Collected data:
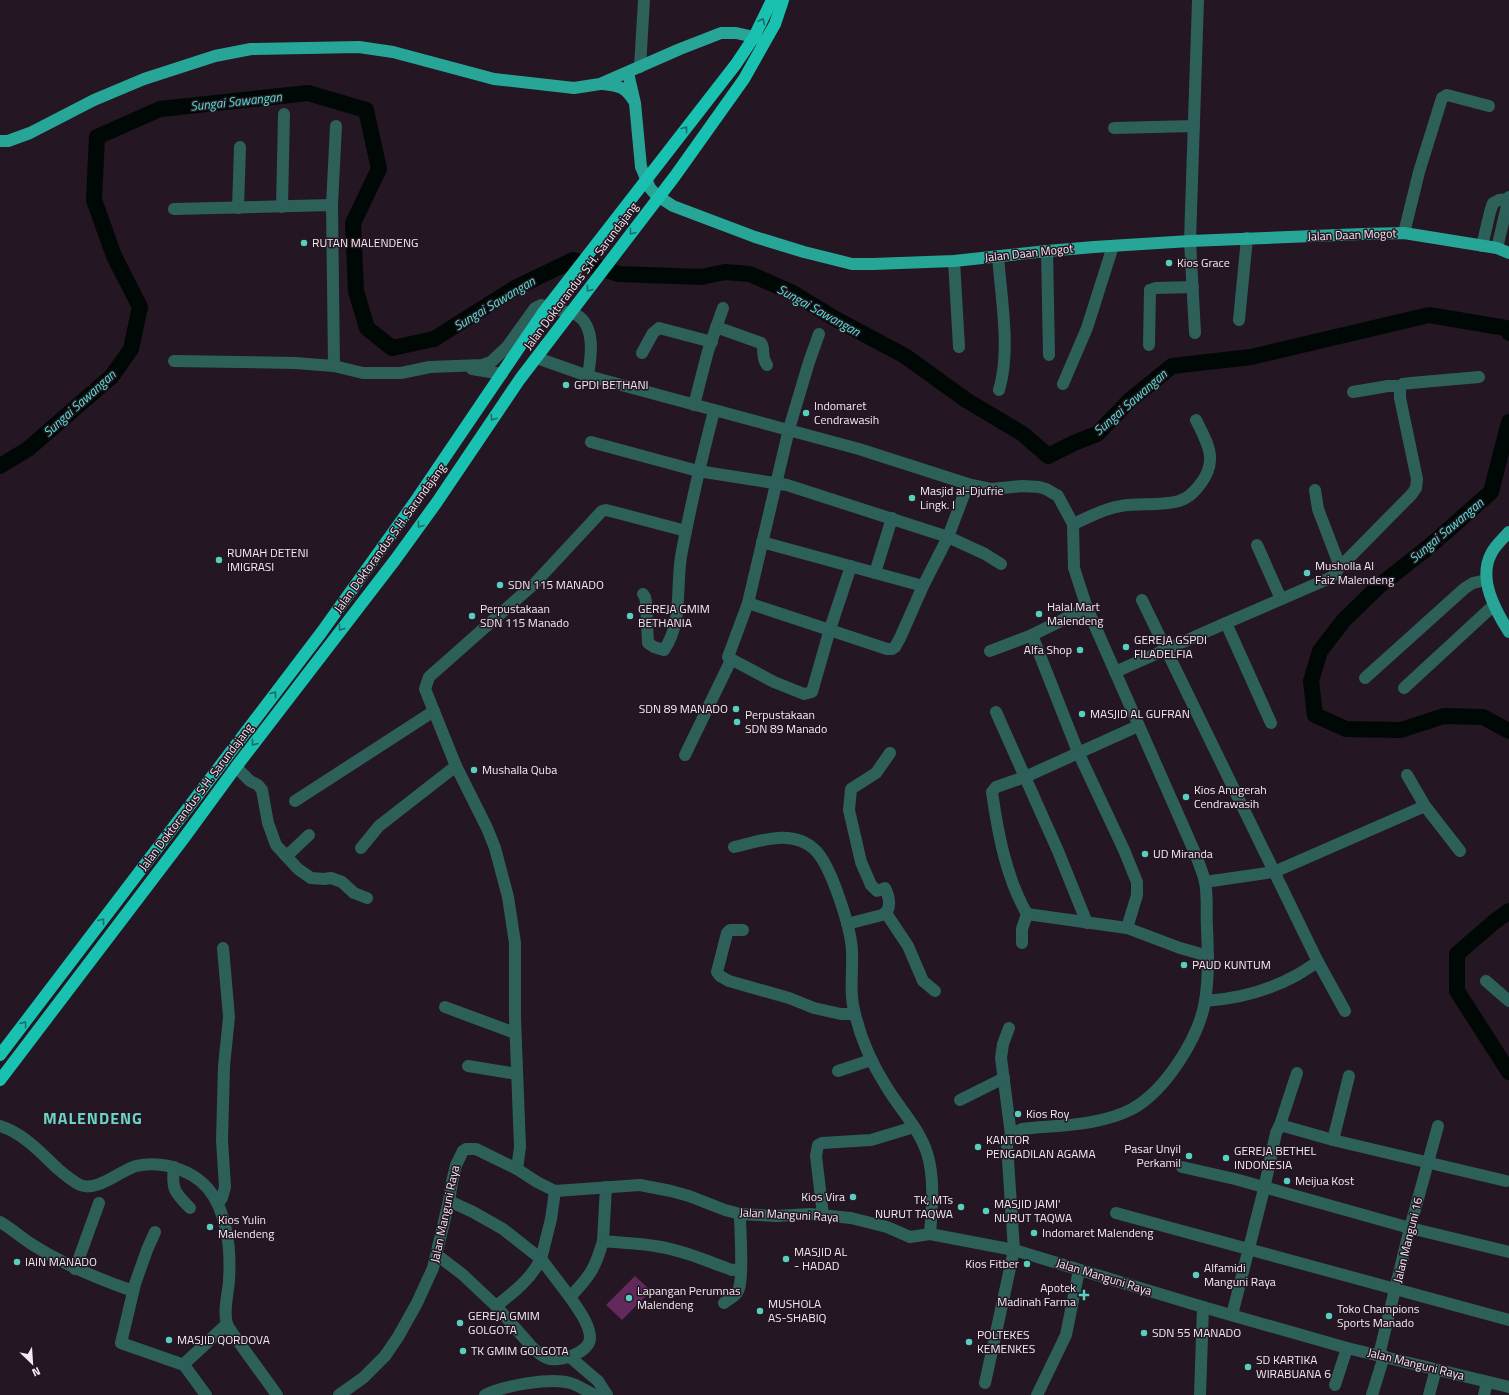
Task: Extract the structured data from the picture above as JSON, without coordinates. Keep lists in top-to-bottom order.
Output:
{
  "streets": {
    "highway": ["Jalan Doktorandus S.H. Sarundajang"],
    "main road": ["Jalan Daan Mogot"],
    "street": ["Jalan Manguni Raya", "Jalan Manguni 16"]
  },
  "crossings": [
    ["Jalan Manguni Raya", "Jalan Manguni 16"]
  ],
  "districts": ["MALENDENG"],
  "water": ["Sungai Sawangan"],
  "places": {
    "other": [
      "RUTAN MALENDENG",
      "Kios Grace",
      "GPDI BETHANI",
      "Indomaret Cendrawasih",
      "Masjid al-Djufrie Lingk. I",
      "RUMAH DETENI IMIGRASI",
      "Musholla Al Faiz Malendeng",
      "SDN 115 MANADO",
      "Halal Mart Malendeng",
      "Perpustakaan SDN 115 Manado",
      "GEREJA GMIM BETHANIA",
      "GEREJA GSPDI FILADELFIA",
      "Alfa Shop",
      "SDN 89 MANADO",
      "MASJID AL GUFRAN",
      "Perpustakaan SDN 89 Manado",
      "Mushalla Quba",
      "Kios Anugerah Cendrawasih",
      "UD Miranda",
      "PAUD KUNTUM",
      "Kios Roy",
      "KANTOR PENGADILAN AGAMA",
      "Pasar Unyil Perkamil",
      "GEREJA BETHEL INDONESIA",
      "Meijua Kost",
      "Kios Vira",
      "TK, MTs NURUT TAQWA",
      "MASJID JAMI' NURUT TAQWA",
      "Kios Yulin Malendeng",
      "Indomaret Malendeng",
      "MASJID AL - HADAD",
      "IAIN MANADO",
      "Kios Fitber",
      "Alfamidi Manguni Raya",
      "Lapangan Perumnas Malendeng",
      "MUSHOLA AS-SHABIQ",
      "Toko Champions Sports Manado",
      "GEREJA GMIM GOLGOTA",
      "SDN 55 MANADO",
      "MASJID QORDOVA",
      "POLTEKES KEMENKES",
      "TK GMIM GOLGOTA",
      "SD KARTIKA WIRABUANA 6"
    ],
    "health": ["Apotek Madinah Farma"]
  },
  "north": "bottom right"
}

> [Instructions to follow] How many lines in the data contain "Jalan"? Answer with the number alone.

> [Result of this exercise] 4